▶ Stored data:
════════════════

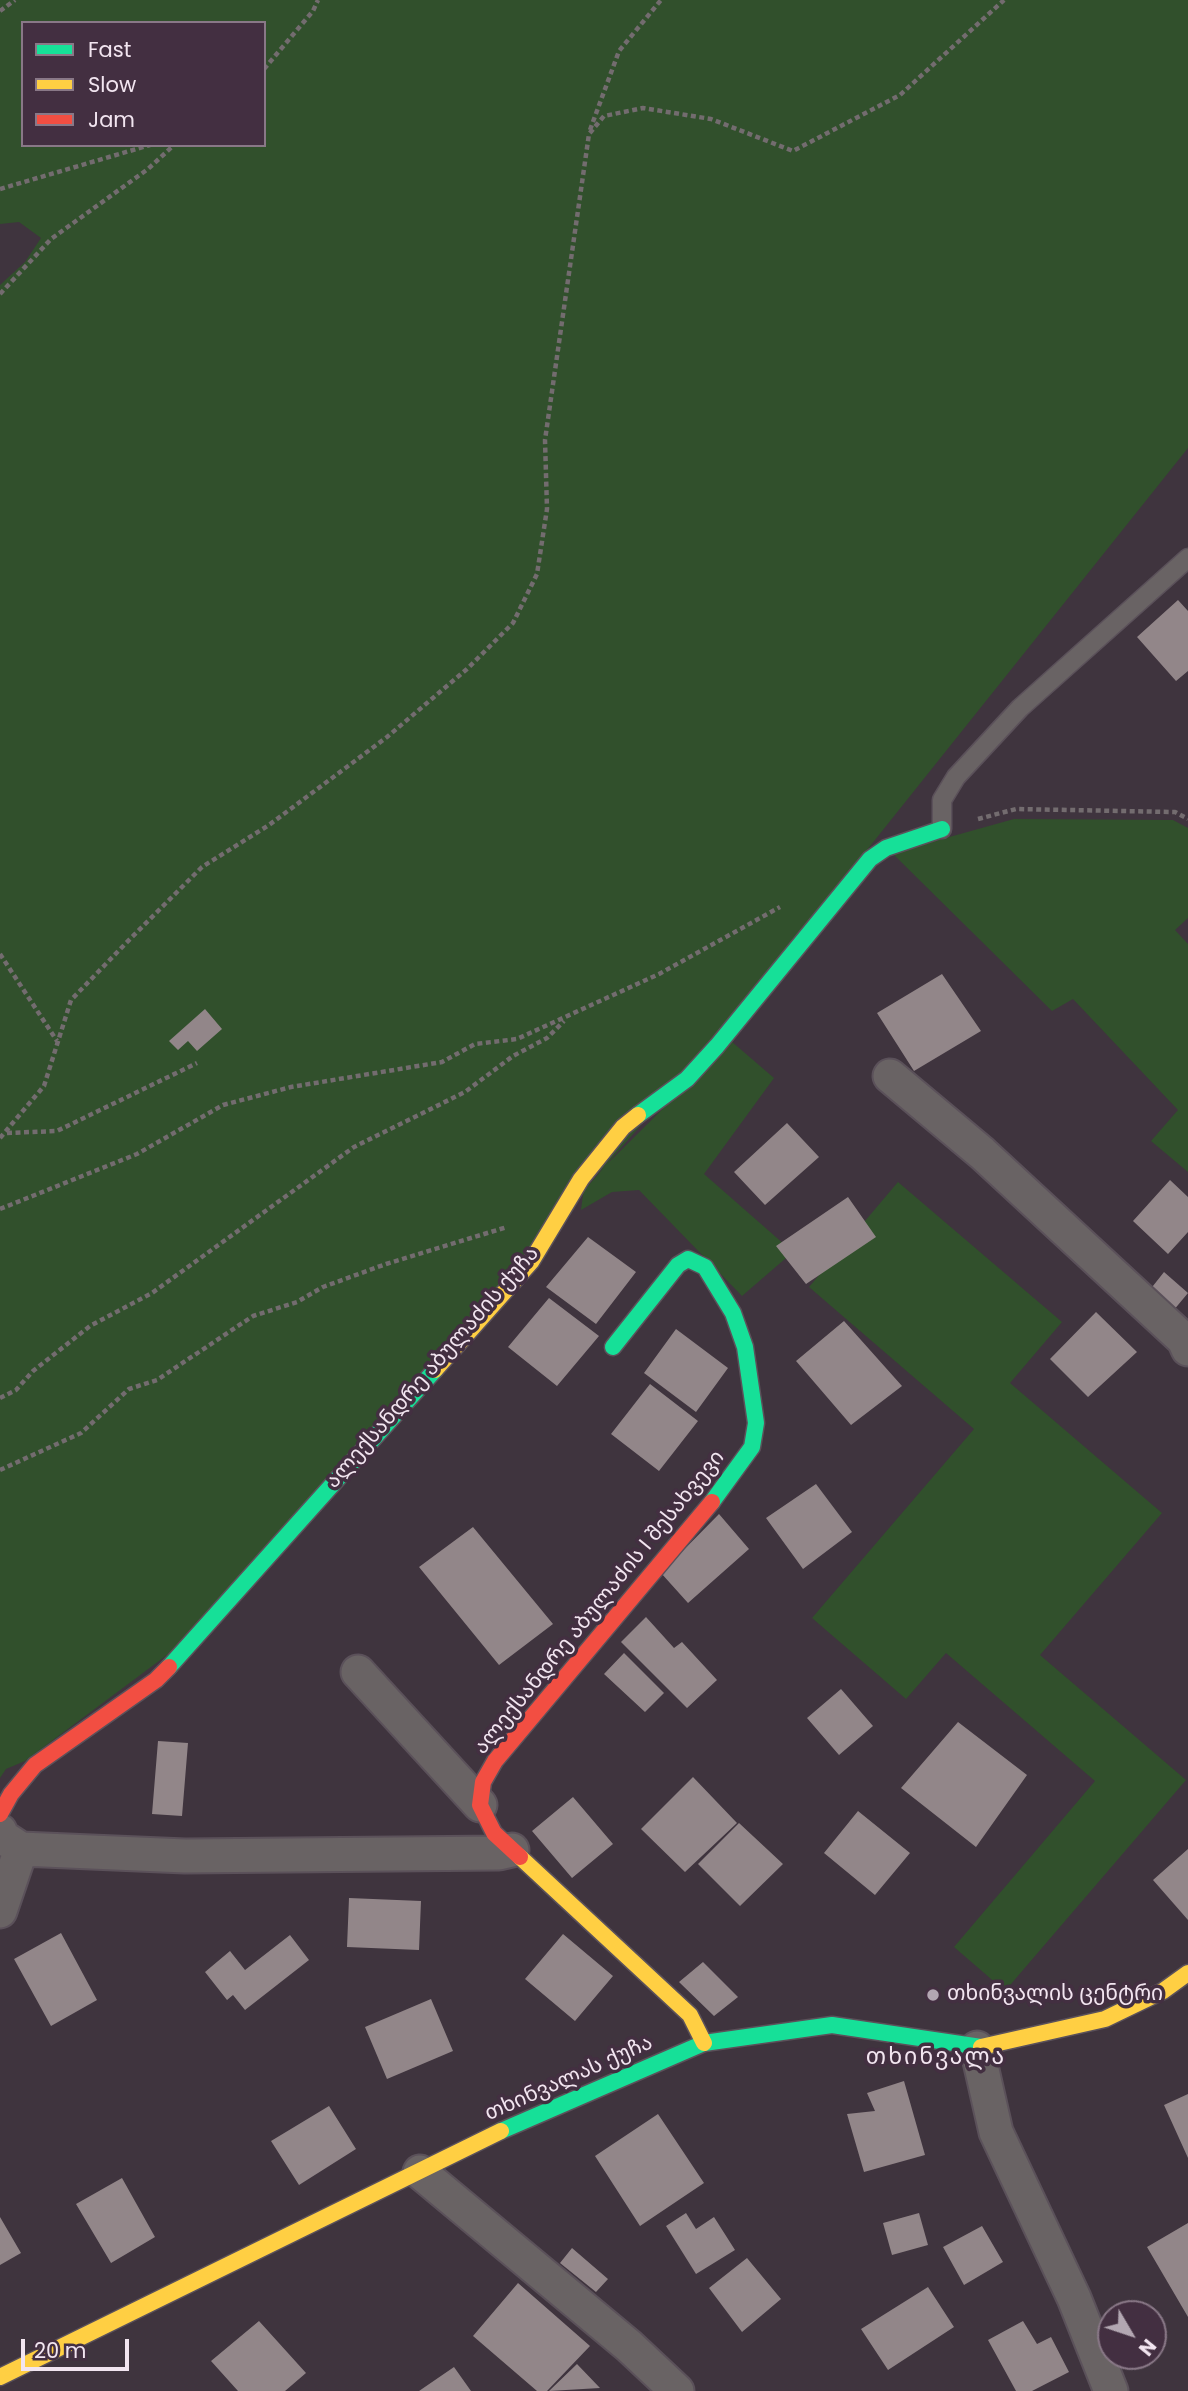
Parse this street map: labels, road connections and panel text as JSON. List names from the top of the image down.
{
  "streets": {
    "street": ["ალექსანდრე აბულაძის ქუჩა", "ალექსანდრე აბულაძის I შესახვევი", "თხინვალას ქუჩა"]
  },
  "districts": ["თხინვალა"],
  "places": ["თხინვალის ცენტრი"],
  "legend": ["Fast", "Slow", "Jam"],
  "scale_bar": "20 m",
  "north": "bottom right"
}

════════════════

▶ Exercise:
Output the full set of records above without changing a word, and drop the images.

▶ Response area:
Parse this street map: labels, road connections and panel text as JSON. List names from the top of the image down.
{
  "streets": {
    "street": ["ალექსანდრე აბულაძის ქუჩა", "ალექსანდრე აბულაძის I შესახვევი", "თხინვალას ქუჩა"]
  },
  "districts": ["თხინვალა"],
  "places": ["თხინვალის ცენტრი"],
  "legend": ["Fast", "Slow", "Jam"],
  "scale_bar": "20 m",
  "north": "bottom right"
}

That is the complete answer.